Но к тому времени я успею организовать пересмотр наказаний. Пока оно у всех острожников одно – бессрочная отсидка вплоть до… амнистии государя. А пожалует он ее или нет, и когда – загадка. Это не дело. Потому следует разработать новый указ, приурочив его к венчанию на царство Годунова. Нет, даже два указа. В одном будут названы конкретные сроки за конкретное преступление, а в другом имена сидящих долго и за мелочь, кого император всея Руси Феодор II Борисович жалует своей милостью и дарует вольную волю.

На появившегося Княжева окольничий покосился недоверчиво. Кто такой, почему сразу в дьяки, минуя подьячий чин?

– Так ведь и ты, князь, тоже сей чин перешагнул, – неосторожно ляпнул я.

О своей ошибке понял, когда тот возмутился не на шутку. Мол, нашел кого с кем сравнивать. Он, де, свой род от князей Стародубских ведет, от самого Ивана Всеволодовича, младшего брата благоверного князя Александра Невского….

Еле угомонил. Мол, все мы из одной землицы испечены, не забывай. Но мое раздражение было столь велико, что на его замечание: «не те песни поешь, князь», не удержался, заявив:

– Отныне на Земских дворах, как Старом, так и Новом, петь я доверю лишь тем, у кого голос хорош, даже если он отечеством непригож, а иных прочих, у кого с голосом худо, пока на подпевку поставим, а там поглядим, да со временем кое-кого и вовсе из хора выгоним. Не глядя на пращуров.

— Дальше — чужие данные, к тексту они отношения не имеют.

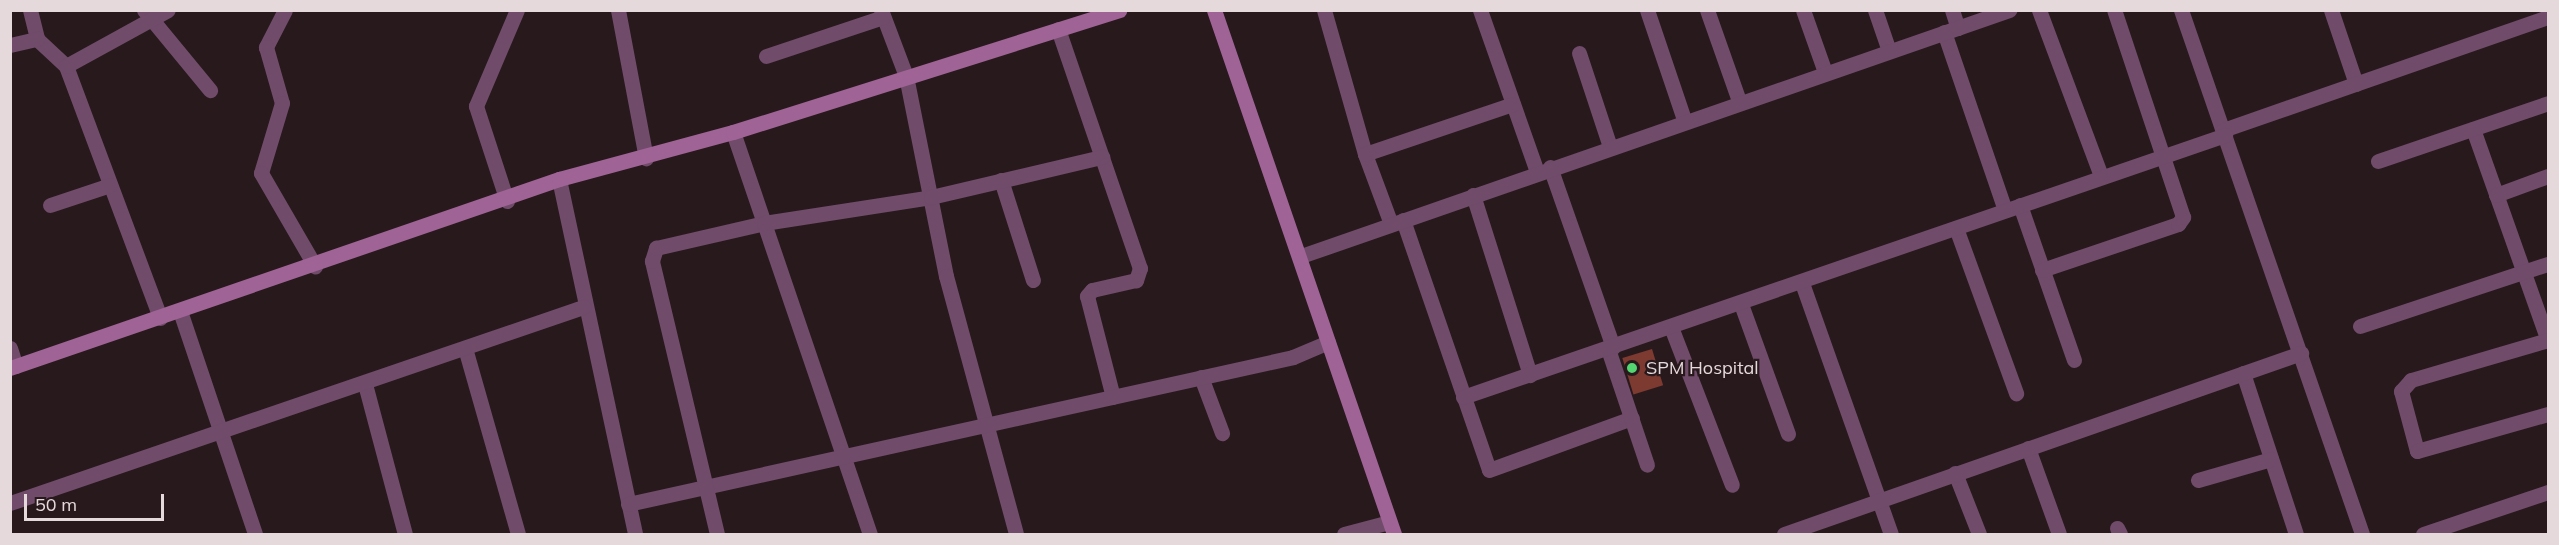 <!DOCTYPE html>
<html>
<head>
<meta charset="utf-8">
<style>
  body { margin:0 }
  #map { position:relative; width:2559px; height:545px; overflow:hidden; background:#28191d; font-family:Mulish,sans-serif }
  div>[style] { position:absolute }
  .building>* { inset:0; background:#7c3a30; transform-origin:0 0 }
  .street>* { height:15px; margin:-7.5px; padding:0 7.5px; transform-origin:7.5px; border-radius:7.5px; background:#704b6a }
  .secondary>* { height:15px; margin:-7.5px; padding:0 7.5px; transform-origin:7.5px; border-radius:7.5px; background:#9f6396 }
  .dots>* { width:16px; height:16px; translate:-50% -50%; box-sizing:border-box; border:3px solid #28191d; border-radius:50% }
  span { translate:-50% -50%; white-space:nowrap; text-align:center; line-height:1.15; -webkit-text-stroke:4.5px #28191d; paint-order:stroke }
  .poi-label { font-size:18px; color:#e5d9dc }
  .left { translate:0 -50%; text-align:left }
  .frame { position:absolute; inset:0; border:12px solid #e5d9dc; pointer-events:none }
  .scale { position:absolute; left:24px; top:494px; width:140px; height:27px; box-sizing:border-box; border:3px solid #e5d9dc; border-top:0; padding-left:8px; font-size:18px; line-height:21px; white-space:nowrap; color:#e5d9dc; -webkit-text-stroke:4px #28191d; paint-order:stroke }
</style>
</head>
<body>
<div id="map">
  <div class="building">
    <i style="left:1652px;top:349px;width:38px;height:31px;rotate:73deg"></i>
  </div>
  <div class="street">
    <i style="left:30px;top:10px;width:30px;rotate:76deg"></i>
    <i style="left:37px;top:39px;width:40px;rotate:43deg"></i>
    <i style="left:66px;top:66px;width:269px;rotate:69.5deg"></i>
    <i style="left:144px;top:10px;width:104px;rotate:50.5deg"></i>
    <i style="left:285px;top:10px;width:42px;rotate:117.2deg"></i>
    <i style="left:266px;top:47px;width:58px;rotate:74.1deg"></i>
    <i style="left:282px;top:103px;width:73px;rotate:106.7deg"></i>
    <i style="left:261px;top:173px;width:108px;rotate:59.9deg"></i>
    <i style="left:618px;top:10px;width:151px;rotate:79.3deg"></i>
    <i style="left:881px;top:10px;width:71px;rotate:69.3deg"></i>
    <i style="left:906px;top:76px;width:204px;rotate:78.7deg"></i>
    <i style="left:946px;top:276px;width:267px;rotate:74.8deg"></i>
    <i style="left:1324px;top:10px;width:150px;rotate:74.1deg"></i>
    <i style="left:1480px;top:10px;width:172px;rotate:70.6deg"></i>
    <i style="left:1647px;top:10px;width:118px;rotate:71.3deg"></i>
    <i style="left:1707px;top:10px;width:96px;rotate:70.6deg"></i>
    <i style="left:1803px;top:10px;width:66px;rotate:70.5deg"></i>
    <i style="left:1875px;top:10px;width:43px;rotate:71.1deg"></i>
    <i style="left:1952px;top:10px;width:19px;rotate:72deg"></i>
    <i style="left:2039px;top:10px;width:177px;rotate:69.5deg"></i>
    <i style="left:2181px;top:10px;width:554px;rotate:70.94deg"></i>
    <i style="left:2331px;top:10px;width:78px;rotate:71.3deg"></i>
    <i style="left:1058px;top:29px;width:253px;rotate:71.1deg"></i>
    <i style="left:1140px;top:268px;width:13px;rotate:108deg"></i>
    <i style="left:1136px;top:280px;width:45px;rotate:167.2deg"></i>
    <i style="left:1092px;top:290px;width:8px;rotate:130deg"></i>
    <i style="left:1087px;top:296px;width:104px;rotate:75.6deg"></i>
    <i style="left:1944px;top:32px;width:188px;rotate:71.1deg"></i>
    <i style="left:10px;top:45px;width:28px;rotate:-13deg"></i>
    <i style="left:1579px;top:53px;width:99px;rotate:71.7deg"></i>
    <i style="left:766px;top:56px;width:123px;rotate:-18.4deg"></i>
    <i style="left:66px;top:66px;width:116px;rotate:-28.8deg"></i>
    <i style="left:2473px;top:129px;width:225px;rotate:70.5deg"></i>
    <i style="left:2223px;top:130px;width:344px;rotate:-19.2deg"></i>
    <i style="left:733px;top:132px;width:425px;rotate:71.2deg"></i>
    <i style="left:2378px;top:161px;width:180px;rotate:-18.8deg"></i>
    <i style="left:1550px;top:167px;width:191px;rotate:70.7deg"></i>
    <i style="left:559px;top:179px;width:363px;rotate:77.9deg"></i>
    <i style="left:1001px;top:180px;width:105px;rotate:72.3deg"></i>
    <i style="left:1473px;top:195px;width:189px;rotate:72.4deg"></i>
    <i style="left:2496px;top:195px;width:55px;rotate:-20.1deg"></i>
    <i style="left:507px;top:201px;width:100px;rotate:-108.1deg"></i>
    <i style="left:476px;top:106px;width:104px;rotate:-66.9deg"></i>
    <i style="left:50px;top:205px;width:63px;rotate:-18.4deg"></i>
    <i style="left:2020px;top:205px;width:164px;rotate:70.8deg"></i>
    <i style="left:1403px;top:220px;width:264px;rotate:71deg"></i>
    <i style="left:1489px;top:470px;width:152px;rotate:-20deg"></i>
    <i style="left:1391px;top:224px;width:75px;rotate:-110.4deg"></i>
    <i style="left:1365px;top:154px;width:156px;rotate:-18.7deg"></i>
    <i style="left:1956px;top:228px;width:176px;rotate:70deg"></i>
    <i style="left:1301px;top:256px;width:750px;rotate:-19.16deg"></i>
    <i style="left:2042px;top:270px;width:144px;rotate:-18.7deg"></i>
    <i style="left:2178px;top:224px;width:9px;rotate:-54deg"></i>
    <i style="left:2183px;top:217px;width:218px;rotate:-108.4deg"></i>
    <i style="left:1802px;top:283px;width:266px;rotate:70.5deg"></i>
    <i style="left:1741px;top:304px;width:138px;rotate:70.1deg"></i>
    <i style="left:180px;top:311px;width:235px;rotate:71.4deg"></i>
    <i style="left:2360px;top:326px;width:198px;rotate:-18.3deg"></i>
    <i style="left:1671px;top:327px;width:169px;rotate:68.9deg"></i>
    <i style="left:2548px;top:340px;width:143px;rotate:163.7deg"></i>
    <i style="left:2411px;top:380px;width:15px;rotate:132deg"></i>
    <i style="left:2401px;top:391px;width:62px;rotate:75.1deg"></i>
    <i style="left:2417px;top:451px;width:136px;rotate:-15.8deg"></i>
    <i style="left:10px;top:348px;width:19px;rotate:72deg"></i>
    <i style="left:465px;top:348px;width:193px;rotate:74.1deg"></i>
    <i style="left:1608px;top:349px;width:122px;rotate:71.4deg"></i>
    <i style="left:2243px;top:373px;width:169px;rotate:71.8deg"></i>
    <i style="left:1201px;top:377px;width:60px;rotate:69.4deg"></i>
    <i style="left:365px;top:384px;width:155px;rotate:75.1deg"></i>
    <i style="left:1463px;top:397px;width:806px;rotate:-18.97deg"></i>
    <i style="left:2028px;top:448px;width:91px;rotate:70.2deg"></i>
    <i style="left:1955px;top:473px;width:66px;rotate:68.5deg"></i>
    <i style="left:2198px;top:480px;width:76px;rotate:-16deg"></i>
    <i style="left:10px;top:503px;width:606px;rotate:-18.88deg"></i>
    <i style="left:628px;top:504px;width:681px;rotate:-12.46deg"></i>
    <i style="left:1293px;top:357px;width:38px;rotate:-23deg"></i>
    <i style="left:2117px;top:528px;width:7px;rotate:63deg"></i>
    <i style="left:717px;top:534px;width:281px;rotate:-103.4deg"></i>
    <i style="left:652px;top:261px;width:14px;rotate:-73deg"></i>
    <i style="left:656px;top:248px;width:111px;rotate:-13deg"></i>
    <i style="left:764px;top:223px;width:169px;rotate:-8.8deg"></i>
    <i style="left:931px;top:197px;width:176px;rotate:-13.2deg"></i>
    <i style="left:1344px;top:534px;width:47px;rotate:-14.9deg"></i>
    <i style="left:1784px;top:534px;width:548px;rotate:-19.29deg"></i>
    <i style="left:2423px;top:534px;width:132px;rotate:-18.6deg"></i>
  </div>
  <div class="secondary">
    <i style="left:1214px;top:10px;width:554px;rotate:71.04deg"></i>
    <i style="left:10px;top:368px;width:581px;rotate:-19deg"></i>
    <i style="left:559px;top:179px;width:180px;rotate:-15.1deg"></i>
    <i style="left:733px;top:132px;width:405px;rotate:-17.5deg"></i>
  </div>
  <div class="dots">
    <i style="left:1632px;top:368px;background:#53d672"></i>
  </div>
  <div class="poi-label">
    <span class="left" style="left:1646px;top:368px">SPM Hospital</span>
  </div>
  <div class="frame"></div>
  <div class="scale">50 m</div>
</div>
</body>
</html>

Гундоров затих, но ненадолго. Вторично он возмутился, когда узнал, что все суммы, предназначенные для арестантов, станут переходить в руки Княжева, минуя его собственные.

– Никогда таковского не бывало, – упрямо проворчал он, зло поглядывая на Игнатия. – Поначалу всю положенную из казны деньгу судье выдают, а он далее дьякам, а те уж подьячим.

–И дальше точно так же, – пожал я плечами. – Но с поправкой. Верховный судья Земского приказа отныне я, а значит, мне и серебро получать из казны, и далее его передавать. А коль оно предназначено исключительно для арестантов, отдам Княжеву, чего деньгу из рук в руки перекладывать? И тебе лучше, Андрей Иванович, хлопот меньше.

– Все пятьсот рубликов?! – возмущенно ахнул он. – Это на душегубов-то?! Да по ним плаха плачет, слезами обливаючись, а ты полтыщи!

– Не я, а казна, – невинно поправил я его. – И не на душегубов, а на людей. Между прочим, православных.

Но уступил Гундорову. Раз исстари заведено, пускай деньги переходят из рук в руки по цепочке, хотя и был уверен, что князь непременно отщипнет от полутысячи толику в свой кошель.

Помню я, как выглядели собранные для моего разноса подьячие. Одежонка драная, ветхая, сапоги худые, сносились давно, а кое-кто и вовсе в лаптях. Ну, босяки босяками. А ведь они – пращуры московской милиции, можно сказать, отцы-основатели будущего знаменитого МУРа.

Поначалу решил, что они так вырядились для маскировки, все-таки розыскники, ищейки, им к разным людям в доверие втираться надо, потому и… Но чуть погодя выяснил, что причина куда проще и банальнее – от безденежья они такие. Ныне еще ничего, раздали часть жалования по весне, на хлеб хватает, а до того, зимой, хоть ложись и помирай.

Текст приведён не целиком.